Another Day, Another Dollar (or Euro)
You’ve done the hard work of creating a great product. You even analyzed your customers’ willingness to pay. After much research and debate, you’ve determined the best pricing strategy and have chosen a price. That’s hard enough to get right.
Now you need to price your product for international markets. That gets even more complex because of two characteristics of international business: currency fluctuations and a different willingness to pay in different regions.
Imagine that you’re able to find the optimal prices for your products in both U.S. dollars and euros. You’re cruising along happily when suddenly the exchange rate between dollars and euros changes. For example, in January 2002, a euro was worth $0.90. By the end of 2007, the value had increased 63 percent to $1.47.

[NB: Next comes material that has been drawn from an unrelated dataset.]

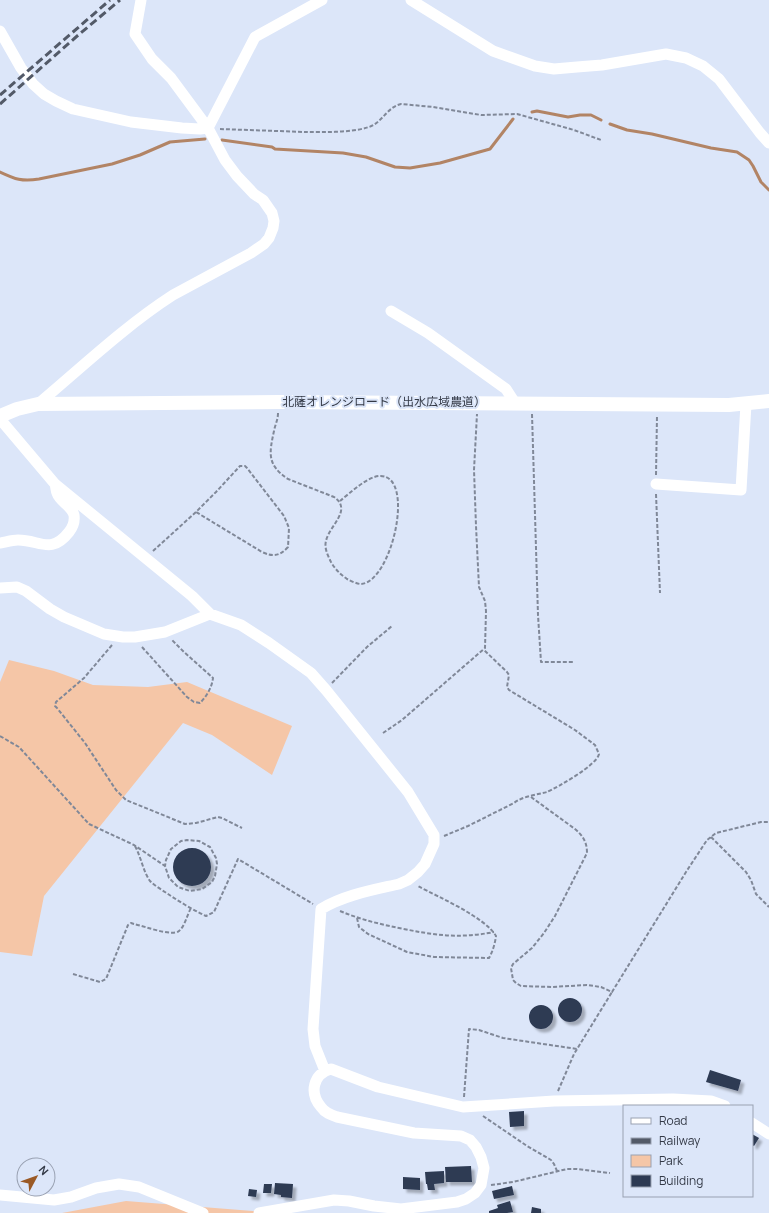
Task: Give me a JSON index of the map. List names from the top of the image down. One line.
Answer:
{"streets":{"street":["北薩オレンジロード（出水広域農道）"]},"legend":["Road","Railway","Park","Building"],"north":"top right"}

Consider ACME corporation, a U.S.-based company that only makes one product and sells it for $100. They do their accounting in dollars. Their financial reports are in dollars. Actually, they think in dollars.
ACME wants to sell the same product at the same price in Europe, but now they have to think about currencies. They have two basic choices: Sell in dollars or in euros.
They could simply force all European customers to pay $100. This pushes the impact of all currency fluctuation effects onto the customers. A European would have to pay 111 euros to purchase ACME’s product in 2002 and only 68 euros in 2007 for the same item—all because of the currency fluctuation.
Beware though, ACME’s European competitors do business in euros, so their competitors’ customers are not affected by currency fluctuations. Hence, changes in relative currency valuation also change the competitive landscape.
If we truly believe in value-based pricing (which we do), then our pricing goal should be to charge what the customer is willing to pay. Willingness to pay doesn’t change just because currencies fluctuate relative to each other.
So to maximize profits, ACME would want to price its product in euros relative to the competitors there. How much more or less value does ACME’s product offer vs. competitors? That will help ACME calculate how much to charge relative to the competition.
It’s still not this simple though. ACME also has to worry about other international competitors. What if another U.S.-based company is the main competitor? Then, ACME will want to watch how that competitor does pricing and respond appropriately. If the competitor sells only in dollars, then ACME may be able to as well.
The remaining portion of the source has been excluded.